Toutefois, l’écart trop souvent constaté entre l’attitude d’une personne et son comportement pose problème. En appliquant la théorie de l’engagement, on va jouer directement sur un comportement qui fera lui-même changer les autres comportements. L’objectif est d’agir sur les comportements pour faire évoluer les attitudes. Il faut lutter contre l’effet de gel (quand on prend une décision, souvent on gèle les choix, car on souhaite la tenir). L’effet pervers repose donc sur la persévérance même si l’on sait que c’est déraisonnable.

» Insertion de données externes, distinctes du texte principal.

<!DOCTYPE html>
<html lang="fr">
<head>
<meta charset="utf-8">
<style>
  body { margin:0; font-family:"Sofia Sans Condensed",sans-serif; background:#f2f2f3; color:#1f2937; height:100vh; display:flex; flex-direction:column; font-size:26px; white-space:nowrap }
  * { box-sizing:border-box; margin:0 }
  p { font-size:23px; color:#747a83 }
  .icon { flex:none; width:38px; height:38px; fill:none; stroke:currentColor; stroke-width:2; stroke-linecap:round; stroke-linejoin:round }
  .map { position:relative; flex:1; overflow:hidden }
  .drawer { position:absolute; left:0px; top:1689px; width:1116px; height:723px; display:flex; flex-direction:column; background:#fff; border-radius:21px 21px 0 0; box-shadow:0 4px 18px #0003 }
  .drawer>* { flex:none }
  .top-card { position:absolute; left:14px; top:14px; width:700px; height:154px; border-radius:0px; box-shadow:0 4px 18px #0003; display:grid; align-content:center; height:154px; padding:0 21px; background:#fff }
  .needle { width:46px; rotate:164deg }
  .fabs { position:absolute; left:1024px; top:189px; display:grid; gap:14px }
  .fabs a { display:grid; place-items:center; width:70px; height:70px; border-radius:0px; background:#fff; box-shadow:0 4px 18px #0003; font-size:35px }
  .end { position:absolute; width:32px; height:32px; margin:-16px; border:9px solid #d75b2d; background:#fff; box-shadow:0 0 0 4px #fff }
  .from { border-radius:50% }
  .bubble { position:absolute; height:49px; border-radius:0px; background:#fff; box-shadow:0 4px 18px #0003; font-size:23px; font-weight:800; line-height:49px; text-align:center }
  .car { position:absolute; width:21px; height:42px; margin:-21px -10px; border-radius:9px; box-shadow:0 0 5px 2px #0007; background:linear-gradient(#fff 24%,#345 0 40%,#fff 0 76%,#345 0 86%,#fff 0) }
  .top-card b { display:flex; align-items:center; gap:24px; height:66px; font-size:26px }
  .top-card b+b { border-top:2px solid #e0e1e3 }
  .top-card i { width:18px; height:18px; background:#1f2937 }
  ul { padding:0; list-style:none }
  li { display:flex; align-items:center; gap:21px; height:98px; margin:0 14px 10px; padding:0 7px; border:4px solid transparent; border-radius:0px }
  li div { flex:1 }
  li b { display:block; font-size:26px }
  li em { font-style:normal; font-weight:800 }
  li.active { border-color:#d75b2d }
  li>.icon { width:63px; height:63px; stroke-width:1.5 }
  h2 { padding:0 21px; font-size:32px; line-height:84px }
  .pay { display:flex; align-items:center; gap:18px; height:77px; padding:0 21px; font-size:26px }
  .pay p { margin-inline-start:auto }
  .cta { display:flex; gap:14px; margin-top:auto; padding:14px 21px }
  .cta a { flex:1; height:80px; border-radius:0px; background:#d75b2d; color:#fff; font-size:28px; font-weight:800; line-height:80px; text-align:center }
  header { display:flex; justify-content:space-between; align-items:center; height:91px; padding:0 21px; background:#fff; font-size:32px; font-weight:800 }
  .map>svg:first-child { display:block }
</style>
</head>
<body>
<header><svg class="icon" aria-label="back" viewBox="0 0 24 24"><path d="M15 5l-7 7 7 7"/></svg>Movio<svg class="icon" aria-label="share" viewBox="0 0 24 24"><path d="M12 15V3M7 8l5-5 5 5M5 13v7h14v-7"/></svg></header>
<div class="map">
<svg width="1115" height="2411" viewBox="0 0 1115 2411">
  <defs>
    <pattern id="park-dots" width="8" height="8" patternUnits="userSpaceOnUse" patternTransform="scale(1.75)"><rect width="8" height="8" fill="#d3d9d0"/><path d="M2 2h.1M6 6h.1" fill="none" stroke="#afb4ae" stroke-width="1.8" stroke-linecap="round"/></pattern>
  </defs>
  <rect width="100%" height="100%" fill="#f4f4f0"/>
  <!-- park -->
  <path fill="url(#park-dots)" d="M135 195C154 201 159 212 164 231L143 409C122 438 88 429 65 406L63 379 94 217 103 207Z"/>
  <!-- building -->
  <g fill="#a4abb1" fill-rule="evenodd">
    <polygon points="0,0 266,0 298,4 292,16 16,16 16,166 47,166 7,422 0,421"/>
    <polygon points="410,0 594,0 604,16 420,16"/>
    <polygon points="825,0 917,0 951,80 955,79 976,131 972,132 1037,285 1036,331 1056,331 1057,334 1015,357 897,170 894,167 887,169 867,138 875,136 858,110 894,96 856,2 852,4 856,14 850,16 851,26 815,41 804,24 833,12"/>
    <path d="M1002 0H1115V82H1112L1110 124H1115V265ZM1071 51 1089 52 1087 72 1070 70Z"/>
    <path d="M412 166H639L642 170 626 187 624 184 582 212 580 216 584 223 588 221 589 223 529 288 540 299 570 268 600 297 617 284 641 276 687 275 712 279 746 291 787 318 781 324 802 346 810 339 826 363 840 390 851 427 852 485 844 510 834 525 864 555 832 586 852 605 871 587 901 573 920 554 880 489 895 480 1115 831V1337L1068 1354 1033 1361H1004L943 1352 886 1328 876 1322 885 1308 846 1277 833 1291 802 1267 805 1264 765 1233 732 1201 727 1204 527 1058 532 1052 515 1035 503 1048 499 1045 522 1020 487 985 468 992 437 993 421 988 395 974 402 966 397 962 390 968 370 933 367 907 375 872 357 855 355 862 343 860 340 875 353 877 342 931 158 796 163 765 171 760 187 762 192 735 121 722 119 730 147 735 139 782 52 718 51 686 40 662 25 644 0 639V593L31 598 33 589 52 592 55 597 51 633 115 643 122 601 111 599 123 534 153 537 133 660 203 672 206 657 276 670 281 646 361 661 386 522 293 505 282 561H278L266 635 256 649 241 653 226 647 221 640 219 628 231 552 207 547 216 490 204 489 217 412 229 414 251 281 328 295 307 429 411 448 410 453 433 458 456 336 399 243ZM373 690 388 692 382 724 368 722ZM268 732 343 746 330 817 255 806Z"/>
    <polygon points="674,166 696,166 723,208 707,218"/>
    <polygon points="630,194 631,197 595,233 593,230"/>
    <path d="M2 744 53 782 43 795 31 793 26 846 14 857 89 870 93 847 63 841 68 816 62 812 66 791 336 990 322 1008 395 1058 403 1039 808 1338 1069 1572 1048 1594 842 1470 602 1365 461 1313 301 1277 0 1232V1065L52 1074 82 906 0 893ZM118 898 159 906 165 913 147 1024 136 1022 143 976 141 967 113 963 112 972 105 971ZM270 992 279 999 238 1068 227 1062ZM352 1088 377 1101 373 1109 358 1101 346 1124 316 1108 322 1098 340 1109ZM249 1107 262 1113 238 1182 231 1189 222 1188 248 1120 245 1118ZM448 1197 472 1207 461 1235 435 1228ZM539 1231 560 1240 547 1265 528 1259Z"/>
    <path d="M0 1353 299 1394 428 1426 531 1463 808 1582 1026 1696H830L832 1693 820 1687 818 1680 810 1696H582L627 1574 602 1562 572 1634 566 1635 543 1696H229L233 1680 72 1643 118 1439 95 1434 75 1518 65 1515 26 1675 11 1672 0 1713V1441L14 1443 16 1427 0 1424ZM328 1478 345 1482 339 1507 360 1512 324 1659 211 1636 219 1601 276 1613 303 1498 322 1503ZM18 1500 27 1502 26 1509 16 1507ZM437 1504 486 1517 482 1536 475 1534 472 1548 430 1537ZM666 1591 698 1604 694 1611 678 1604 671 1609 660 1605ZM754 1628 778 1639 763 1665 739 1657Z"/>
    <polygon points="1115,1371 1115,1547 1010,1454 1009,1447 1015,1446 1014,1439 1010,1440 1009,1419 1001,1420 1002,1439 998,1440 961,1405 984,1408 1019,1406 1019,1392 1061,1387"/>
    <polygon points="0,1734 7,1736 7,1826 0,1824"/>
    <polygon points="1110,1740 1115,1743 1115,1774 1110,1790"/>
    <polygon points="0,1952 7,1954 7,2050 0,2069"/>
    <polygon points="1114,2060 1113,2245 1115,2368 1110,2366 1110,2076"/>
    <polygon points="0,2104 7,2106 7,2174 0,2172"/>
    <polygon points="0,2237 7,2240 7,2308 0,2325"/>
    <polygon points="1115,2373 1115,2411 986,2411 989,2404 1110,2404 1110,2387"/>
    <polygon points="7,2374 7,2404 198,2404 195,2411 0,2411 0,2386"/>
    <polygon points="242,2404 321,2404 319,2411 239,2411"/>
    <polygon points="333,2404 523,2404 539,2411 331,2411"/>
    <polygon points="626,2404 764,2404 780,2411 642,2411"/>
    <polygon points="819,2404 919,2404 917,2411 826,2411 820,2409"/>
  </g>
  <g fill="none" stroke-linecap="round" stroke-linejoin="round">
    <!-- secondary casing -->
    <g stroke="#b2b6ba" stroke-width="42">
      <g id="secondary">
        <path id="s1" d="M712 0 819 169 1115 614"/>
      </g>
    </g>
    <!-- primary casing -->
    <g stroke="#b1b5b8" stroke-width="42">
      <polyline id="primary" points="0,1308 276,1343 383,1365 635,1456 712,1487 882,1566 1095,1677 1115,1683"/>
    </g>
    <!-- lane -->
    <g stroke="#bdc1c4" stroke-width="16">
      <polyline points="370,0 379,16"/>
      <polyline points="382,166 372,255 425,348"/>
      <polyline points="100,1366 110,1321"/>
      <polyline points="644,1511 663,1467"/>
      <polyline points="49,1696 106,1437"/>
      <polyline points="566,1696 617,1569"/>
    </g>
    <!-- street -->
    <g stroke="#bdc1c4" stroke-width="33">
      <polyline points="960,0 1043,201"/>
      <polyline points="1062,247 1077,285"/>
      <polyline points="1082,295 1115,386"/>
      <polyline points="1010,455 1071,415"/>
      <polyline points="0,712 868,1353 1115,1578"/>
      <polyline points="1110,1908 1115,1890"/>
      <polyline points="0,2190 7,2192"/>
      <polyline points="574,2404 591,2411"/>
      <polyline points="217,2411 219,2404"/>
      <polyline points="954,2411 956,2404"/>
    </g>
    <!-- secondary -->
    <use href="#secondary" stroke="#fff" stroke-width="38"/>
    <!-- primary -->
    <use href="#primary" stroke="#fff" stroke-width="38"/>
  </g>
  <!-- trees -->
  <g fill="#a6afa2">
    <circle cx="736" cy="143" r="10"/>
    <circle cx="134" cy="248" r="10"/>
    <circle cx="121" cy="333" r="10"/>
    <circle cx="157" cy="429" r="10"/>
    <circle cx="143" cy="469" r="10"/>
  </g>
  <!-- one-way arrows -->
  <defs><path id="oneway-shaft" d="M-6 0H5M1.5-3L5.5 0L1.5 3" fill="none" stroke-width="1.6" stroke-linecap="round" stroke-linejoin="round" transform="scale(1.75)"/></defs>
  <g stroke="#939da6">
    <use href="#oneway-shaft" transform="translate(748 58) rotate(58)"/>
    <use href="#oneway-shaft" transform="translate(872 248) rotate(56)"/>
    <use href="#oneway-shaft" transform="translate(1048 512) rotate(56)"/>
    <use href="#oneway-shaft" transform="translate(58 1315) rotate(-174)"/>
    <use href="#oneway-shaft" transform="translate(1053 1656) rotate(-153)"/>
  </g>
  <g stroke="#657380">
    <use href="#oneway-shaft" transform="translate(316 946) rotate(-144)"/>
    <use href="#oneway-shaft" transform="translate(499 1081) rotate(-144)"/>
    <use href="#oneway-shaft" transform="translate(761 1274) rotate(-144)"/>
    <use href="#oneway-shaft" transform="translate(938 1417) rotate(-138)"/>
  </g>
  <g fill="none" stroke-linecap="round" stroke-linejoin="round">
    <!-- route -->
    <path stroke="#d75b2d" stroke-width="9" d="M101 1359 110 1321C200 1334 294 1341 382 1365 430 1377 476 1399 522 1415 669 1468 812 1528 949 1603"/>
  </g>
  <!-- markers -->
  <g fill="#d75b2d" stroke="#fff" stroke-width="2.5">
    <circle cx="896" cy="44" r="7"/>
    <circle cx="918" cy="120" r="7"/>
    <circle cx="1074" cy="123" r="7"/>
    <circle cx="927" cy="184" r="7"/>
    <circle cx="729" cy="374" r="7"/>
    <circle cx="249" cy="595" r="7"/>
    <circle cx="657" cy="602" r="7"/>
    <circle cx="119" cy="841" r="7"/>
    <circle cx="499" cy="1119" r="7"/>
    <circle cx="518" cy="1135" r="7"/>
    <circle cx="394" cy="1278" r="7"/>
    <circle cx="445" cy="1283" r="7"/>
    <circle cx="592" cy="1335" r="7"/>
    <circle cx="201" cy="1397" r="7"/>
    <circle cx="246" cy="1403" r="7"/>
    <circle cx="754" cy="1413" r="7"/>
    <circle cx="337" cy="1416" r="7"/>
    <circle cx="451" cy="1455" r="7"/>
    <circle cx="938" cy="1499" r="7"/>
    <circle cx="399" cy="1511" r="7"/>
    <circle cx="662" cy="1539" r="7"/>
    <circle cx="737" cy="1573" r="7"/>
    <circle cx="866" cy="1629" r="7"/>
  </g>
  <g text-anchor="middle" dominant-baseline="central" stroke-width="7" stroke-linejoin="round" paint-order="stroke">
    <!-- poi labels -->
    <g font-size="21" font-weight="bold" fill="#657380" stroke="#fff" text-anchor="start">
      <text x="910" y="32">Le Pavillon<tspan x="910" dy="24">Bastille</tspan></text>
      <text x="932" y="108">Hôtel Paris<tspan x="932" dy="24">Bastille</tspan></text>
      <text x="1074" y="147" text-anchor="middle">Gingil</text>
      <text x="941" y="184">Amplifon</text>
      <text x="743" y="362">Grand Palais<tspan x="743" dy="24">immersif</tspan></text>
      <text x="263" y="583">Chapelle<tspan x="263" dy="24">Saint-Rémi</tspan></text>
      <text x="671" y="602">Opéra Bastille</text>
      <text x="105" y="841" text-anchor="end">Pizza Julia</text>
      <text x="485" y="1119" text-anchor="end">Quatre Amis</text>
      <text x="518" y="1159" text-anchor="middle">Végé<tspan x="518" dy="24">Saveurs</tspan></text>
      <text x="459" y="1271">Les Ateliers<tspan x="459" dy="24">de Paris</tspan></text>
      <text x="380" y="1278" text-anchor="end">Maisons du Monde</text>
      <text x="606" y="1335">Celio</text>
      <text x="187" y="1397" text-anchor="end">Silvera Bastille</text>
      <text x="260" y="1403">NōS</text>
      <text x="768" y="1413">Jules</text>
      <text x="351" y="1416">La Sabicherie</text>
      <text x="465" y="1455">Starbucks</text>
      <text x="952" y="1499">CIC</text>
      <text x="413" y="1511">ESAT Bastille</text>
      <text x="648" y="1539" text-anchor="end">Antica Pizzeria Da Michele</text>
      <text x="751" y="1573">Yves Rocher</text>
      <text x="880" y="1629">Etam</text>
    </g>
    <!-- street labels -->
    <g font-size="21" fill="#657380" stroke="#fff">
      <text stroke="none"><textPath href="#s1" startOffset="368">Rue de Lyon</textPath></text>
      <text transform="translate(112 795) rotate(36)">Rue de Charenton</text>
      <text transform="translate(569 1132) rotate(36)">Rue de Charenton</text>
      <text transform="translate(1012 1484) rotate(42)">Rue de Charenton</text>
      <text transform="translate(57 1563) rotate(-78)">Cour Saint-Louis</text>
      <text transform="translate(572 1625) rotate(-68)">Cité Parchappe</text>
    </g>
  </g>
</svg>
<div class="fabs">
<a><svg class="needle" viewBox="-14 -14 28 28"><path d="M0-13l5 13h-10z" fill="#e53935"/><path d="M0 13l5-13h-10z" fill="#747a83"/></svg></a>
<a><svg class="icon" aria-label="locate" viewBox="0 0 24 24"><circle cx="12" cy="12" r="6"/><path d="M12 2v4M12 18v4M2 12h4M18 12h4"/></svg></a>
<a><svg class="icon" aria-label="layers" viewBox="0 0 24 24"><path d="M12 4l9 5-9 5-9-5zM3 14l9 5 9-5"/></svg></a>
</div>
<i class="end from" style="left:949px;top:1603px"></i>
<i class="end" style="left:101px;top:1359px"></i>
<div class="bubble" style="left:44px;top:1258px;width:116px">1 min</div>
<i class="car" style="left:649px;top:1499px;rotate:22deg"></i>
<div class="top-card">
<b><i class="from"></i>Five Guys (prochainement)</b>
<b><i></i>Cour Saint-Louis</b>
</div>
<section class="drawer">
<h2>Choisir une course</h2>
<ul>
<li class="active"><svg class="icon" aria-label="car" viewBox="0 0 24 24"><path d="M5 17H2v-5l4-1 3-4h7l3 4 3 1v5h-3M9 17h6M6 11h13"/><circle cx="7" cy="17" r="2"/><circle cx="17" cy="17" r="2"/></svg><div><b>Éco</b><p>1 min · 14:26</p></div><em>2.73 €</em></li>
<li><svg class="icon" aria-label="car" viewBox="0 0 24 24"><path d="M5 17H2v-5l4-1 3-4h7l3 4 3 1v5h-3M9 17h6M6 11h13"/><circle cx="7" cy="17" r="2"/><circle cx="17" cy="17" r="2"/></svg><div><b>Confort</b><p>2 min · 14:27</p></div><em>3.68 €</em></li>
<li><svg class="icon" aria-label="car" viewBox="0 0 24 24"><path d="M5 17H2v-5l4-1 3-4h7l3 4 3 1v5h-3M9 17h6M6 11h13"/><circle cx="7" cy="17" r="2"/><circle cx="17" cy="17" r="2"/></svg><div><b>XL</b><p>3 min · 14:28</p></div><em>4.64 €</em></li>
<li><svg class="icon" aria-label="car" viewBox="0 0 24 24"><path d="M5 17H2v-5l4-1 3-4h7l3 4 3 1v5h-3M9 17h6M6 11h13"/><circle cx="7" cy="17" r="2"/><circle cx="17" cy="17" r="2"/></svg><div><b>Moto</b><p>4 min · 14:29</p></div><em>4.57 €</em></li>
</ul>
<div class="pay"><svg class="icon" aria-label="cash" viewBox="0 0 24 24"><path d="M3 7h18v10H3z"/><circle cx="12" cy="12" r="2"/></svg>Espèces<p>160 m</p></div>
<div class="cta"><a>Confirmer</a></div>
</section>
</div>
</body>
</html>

Ne pas tomber dans des pièges abscons n’est pas toujours chose simple : engagement dans un processus de dépense dont le gain n’est pas certain et où chaque dépense laisse croire qu’on se rapproche du gain. C’est une technique d’automanipulation.

Paul Grassart conseille d’utiliser les techniques du « pied dans la porte » ou encore de la « porte au nez ». Il ne faut pas hésiter, selon lui, à combiner les techniques. En psychologie sociale, la théorie de l’engagement, c’est un lien qui unit l’individu à ses actes comportementaux. Selon lui, pour qu’une personne s’engage, il faut :
  • lui garantir qu’elle est libre ou non d’accomplir l’acte
  • mettre en relief les conséquences de l’acte
  • que l’acte soit public ; si elle s’engage en public, elle ne reviendra pas en arrière
  • éviter toute justification d’ordre externe
  • amener progressivement la personne vers la médiation de l’acte engageant.

Il faut mettre les gens en situation de liberté


L’objectif est de faire venir la personne aux séances de sensibilisation à la sécurité. L’employé doit penser venir librement à la séance. On peut, par exemple, le solliciter par email ou téléphone. Il aura ainsi l’impression de décider de venir ou non. Il faut donc mettre les gens en situation de liberté. Pendant la séance, il est nécessaire de leur faire croire qu’ils prennent part aux décisions. Il faut, de plus, les laisser s’exprimer et trouver des idées. A la din d’une séance, la personne doit s’être engagée sur un point de son choix. Ce phénomène permet de renforcer le lien entre la personne et ses comportements.